Gains of trade

Sometime, long ago, I got the religion that free trade is good. It seems so obvious that freeing people to trade at will must make them better off. If it didn’t, they wouldn’t trade. Right?

I don’t know if I should be more bothered by the fact that I just *believe* this economic dogma without knowing precisely why its true or that some of the best economists can’t agree on why its true (or if its true at all).

It seems to me the argument is over how fast it takes economies to shift from one equilibrium to another*. Proponents of free trade are saying “in the long run and under ideal conditions, trade makes everyone better off” and opponents are saying “the day after trade is made free, some people are made worse off.” If this is a good characterization of the debate, then it seems the policy implication is pretty clear. Let’s make trade free, but figure out ways to ease the transition to the new, better world.

UPDATE: Tyler Cowen weighs in.

UPDATE 2: macroblog talks theory vs. reality.

*Saying factors are not mobile is equivalent to saying the transaction costs for moving factors are really high. A legal trade barrier doesn’t make it physically impossible to move factors, for example, it just means its really expensive to do so (because if you do so and are caught they call you a smuggler and you suffer punishment or, worse, opprobrium). Adjustment costs add interesting dynamics to models, but if they change the welfare implications of a model I don’t see why the policy isn’t to just remove the the adjustment costs. In other words, if Rodrik is right about Heckscher-Ohlin being a better model than Ricardo, why not remove the barriers that are making capital immobile (e.g. remove trade barriers, increase access to capital markets, etc)? If the observed dynamics can only be replicated by adding transaction costs to our models (e.g. immobile capital, CIA restrictions in money models, etc), shouldn’t the policy be to remove those frictions? Go ahead, start lecturing me about second best policies, but you have to explain why we’re in the second best world to begin with.

4 thoughts on “Gains of trade”

  1. The typical economist answer is lump-sum tax and redistribution… which would be completely impossible to implement, but then we shrug our shoulders and say “hey, we’re not social engineers.”

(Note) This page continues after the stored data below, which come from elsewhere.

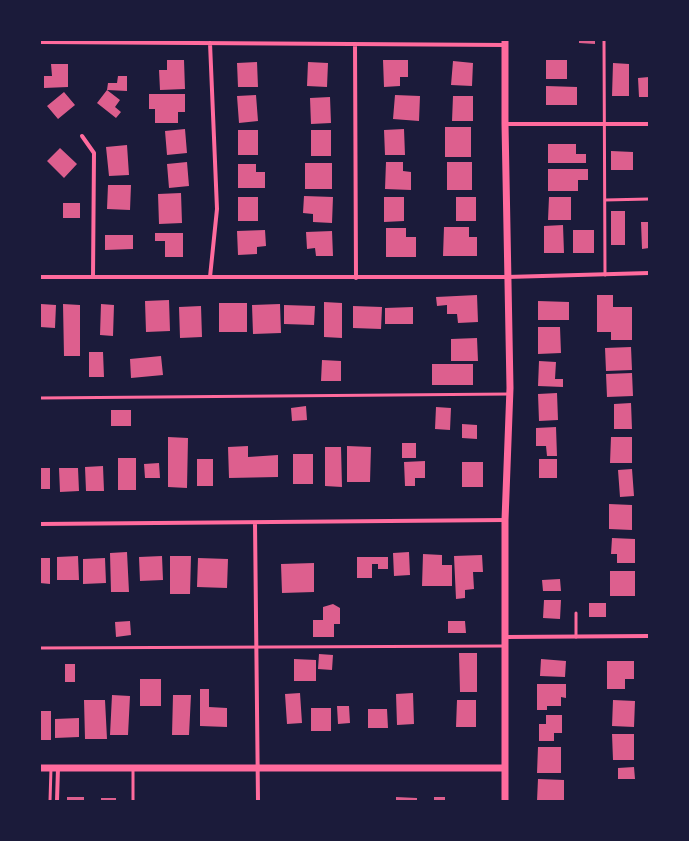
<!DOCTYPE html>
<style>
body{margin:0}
#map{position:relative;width:689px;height:841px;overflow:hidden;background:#1b1b3a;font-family:Poppins,sans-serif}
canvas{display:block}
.frame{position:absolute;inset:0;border:41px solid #1b1b3a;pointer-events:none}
</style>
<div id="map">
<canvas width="689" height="841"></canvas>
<div class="frame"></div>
</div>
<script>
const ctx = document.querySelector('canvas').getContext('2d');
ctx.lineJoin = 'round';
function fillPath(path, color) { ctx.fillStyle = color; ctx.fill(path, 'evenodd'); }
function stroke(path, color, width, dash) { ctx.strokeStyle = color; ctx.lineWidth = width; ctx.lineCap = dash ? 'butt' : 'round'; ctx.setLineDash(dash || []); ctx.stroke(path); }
fillPath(new Path2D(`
 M579 40H595V44L579 43Z
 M167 60H184L185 89 160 90 159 70H167Z
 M383 60H408V77H400V86L384 87Z
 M546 60H567V79H546Z
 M453 61 473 63 472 86 451 85Z
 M257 62 258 87H238L237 63Z
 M308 62 328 63 327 87 307 86Z
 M613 63 629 64V96H612Z
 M51 64H68V87L44 88V76H52Z
 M118 76H127V91L107 90 108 83H117Z
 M649 77V97H639L638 78Z
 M546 86 577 87V105H546Z
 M107 90 120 100 115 107 121 112 116 118 97 103Z
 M64 92 75 105 58 119 47 106Z
 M149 94H185V112H178V123H155V109H149Z
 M256 95 258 121 239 123 237 96Z
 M395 95 420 96 419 121 393 119Z
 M453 96H473V121H452Z
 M330 97 331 123 311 124 310 98Z
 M445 127H471V157H445Z
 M185 129 187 153 167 155 165 131Z
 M404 129 405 155H385L384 130Z
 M238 130H258V155H238Z
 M311 130H331V156H311Z
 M548 144H576V154H586V163H548Z
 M127 145 129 175 109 176 106 147Z
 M60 148 77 164 64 178 47 161Z
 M611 151 633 152V170H611Z
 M187 162 189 186 169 188 167 164Z
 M386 162H403V171L411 172V190L385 189Z
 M447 162H472V190H447Z
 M305 163H332V189H305Z
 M238 164H256V172H265V188H238Z
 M548 169H588V180H578V191H548Z
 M108 185H131L130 210 107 209Z
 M181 193 182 223 159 224 158 194Z
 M304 196 333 197 332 223 313 222V214L303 213Z
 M238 197H258V221H238Z
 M384 197H404V221L384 222Z
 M456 197H476V221H456Z
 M549 197H571V220H548Z
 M63 203H80V218H63Z
 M611 211H625V245H611Z
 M641 222H649V248L642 249Z
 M563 225 564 253H544V226Z
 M444 227H469V237H477V256H443Z
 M386 228H406V237H416V257H386Z
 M265 230 266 246 257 247V254L238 255 237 231Z
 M573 230H594V253H573Z
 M332 231 333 256H316L315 248 307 249 306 232Z
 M155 233H183V257H165V241H155Z
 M105 235H133V249L105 250Z
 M477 295 478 322 458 323 457 314H447V305L437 306 436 297Z
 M597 295H613V307H632V340H611V332H597Z
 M169 300 170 331 146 332 145 301Z
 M538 301 569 302V320H538Z
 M324 302 342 303V338L324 337Z
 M219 303H247V332H219Z
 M41 304 56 305 55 328 40 327Z
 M63 304 80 305V356H64Z
 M101 304 114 305 113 336 100 335Z
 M280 304 281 333 253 334 252 305Z
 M284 305 315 306 314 325 284 324Z
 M201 306 202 337 180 338 179 307Z
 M353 306 382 307 381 329 353 328Z
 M413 307V324H385V308Z
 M538 327H560L561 353 538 354Z
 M477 338 478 361H451V339Z
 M631 347 632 370 606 371 605 348Z
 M89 352H103L104 377H89Z
 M161 356 163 375 131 378 130 359Z
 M322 360 341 361V381H321Z
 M539 361 556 362 555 379H563V387L538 386Z
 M432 364H473V385H432Z
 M632 373 633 396 607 397 606 374Z
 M557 393 558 420 539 421 538 394Z
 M631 403 632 429H614V404Z
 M306 406 307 420 292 421 291 408Z
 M436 407 451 408 450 430 435 429Z
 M111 410H131V426H111Z
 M462 424 477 425V439L462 438Z
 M556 427 557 456H547L546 446H536V428Z
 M168 437 188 438 187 488 168 487Z
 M611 437H632V463H610Z
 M402 443H416V458H402Z
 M248 446V457L278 455V477L229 478 228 447Z
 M347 446 371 447 370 482H347Z
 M325 447H341L342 487 325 486Z
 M293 454H313V484H293Z
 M118 458H136V490H118Z
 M197 459H213V486H197Z
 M539 459H557V478H539Z
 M425 461V478H415V486H405L404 462Z
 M462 462H483V487H462Z
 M159 463 160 478H145L144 464Z
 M103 466 104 491H86L85 467Z
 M40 468H50V489H40Z
 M59 468H78L79 491 60 492Z
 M632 469 634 496 620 497 618 470Z
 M609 504 632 505V530L609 529Z
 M612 538 635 539V563H617V554H611Z
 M127 552 129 592H111L110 553Z
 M409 552 410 575 394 576 393 553Z
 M423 554 442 555V565H452V586H422Z
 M482 555 483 572H473L474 589 465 590V598L456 599 454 556Z
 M78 556 79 580H57V557Z
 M162 556 163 580 140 581 139 557Z
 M170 556H191L190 594H170Z
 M357 557H388V569H378V564H372V578H357Z
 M40 558H50V584L40 583Z
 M105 558 106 583 83 584V559Z
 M198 558 228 559 227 588 197 587Z
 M314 563V592L282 593 281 564Z
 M610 571H635V596H610Z
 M560 579 561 591H543L542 580Z
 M544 600H561L560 619 543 618Z
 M589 603H606V617H589Z
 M333 604 340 608V624H334V637H313V620H323V607Z
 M130 621 131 635 116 637 115 622Z
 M448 621H465L466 633H448Z
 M459 653H477V692H460Z
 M319 654 333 655 332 670 318 669Z
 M294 659 316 660V681H294Z
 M541 659 566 661 565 677 540 676Z
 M607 661H634V679H625V689H607Z
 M65 664H75V682H65Z
 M140 679H161V706H140Z
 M537 684H566V698L561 697V706H547V710H537Z
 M200 689H209V707L227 708V727L200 726Z
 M300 693 302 723 287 724 285 694Z
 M413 693 414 724 397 725 396 694Z
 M112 695 130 696 128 735H110Z
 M173 695H191L189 735H172Z
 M84 700H105L107 739H85Z
 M457 700H476V727H456Z
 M613 700 635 701 634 727 612 726Z
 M337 706H349L350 723 338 724Z
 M311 708H331V731H311Z
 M368 709H387L388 728H368Z
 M40 711H51V740H40Z
 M546 715H562V733H554V741H539V724H546Z
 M79 718V737L55 738V719Z
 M612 734H634V760H613Z
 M538 747H561V773H537Z
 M634 767 635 779H618V768Z
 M538 779 564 780V801H537Z
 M67 797H84V801H67Z
 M396 797 417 798V801H396Z
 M434 797H445V801H434Z
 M101 798H116V801H101Z`), '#dd5f8e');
stroke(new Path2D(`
 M604 40 605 275
 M605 200 649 199
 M40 398 510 394
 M576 613V637
 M40 648 504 646
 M133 769V801
 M50 801 51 768`), '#ff6b9d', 3);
stroke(new Path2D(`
 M40 42 505 45
 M210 43 217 209 210 277
 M355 44 356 278
 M505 124H649
 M82 136 94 153 93 277
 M40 277H507L649 273
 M255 523 258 801
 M40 524 505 520
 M506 637 649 636
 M57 801 58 768`), '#ff6b9d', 4);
stroke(new Path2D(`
 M40 768H505
 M505 801V520L510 388 505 124V40`), '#ff6b9d', 7);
</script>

    The point of “efficiency,” at least when economist use the term, is given a deal can be struck between winners and losers, everyone can be made better off (or at least as well off as they were before). Freeing trade increases efficiency in this way. The best case would be to have the winners from trade sit down with the losers and work out some deal.

    The problem with this scenario is that the winners are most everyone (we can now buy cheap goods from China at Walmart), the losers are a concentrated group. Notice the winners each win just a little from trade but the losers lose their jobs. Its practically impossible to get those two groups of people together to negotiate a deal.

    So you have to come up with some inexpensive way to get the winners to compensate the losers.

    My idea is to have cultural norms that encourage people to build skills that make them adept to changing market conditions. Instead of training to be the 34th component in some production line in some particular industry, people should learn skills that would make them productive in many contexts. Critical thinking, curiosity, computer skills are some of things I can think of, but most importantly people should expect to be learning through their whole lives… This suggests our “cram young people in rooms for the first 1/4 of their lives” schools system is a bit bogus.

    The effect is to reduce the losses for losers.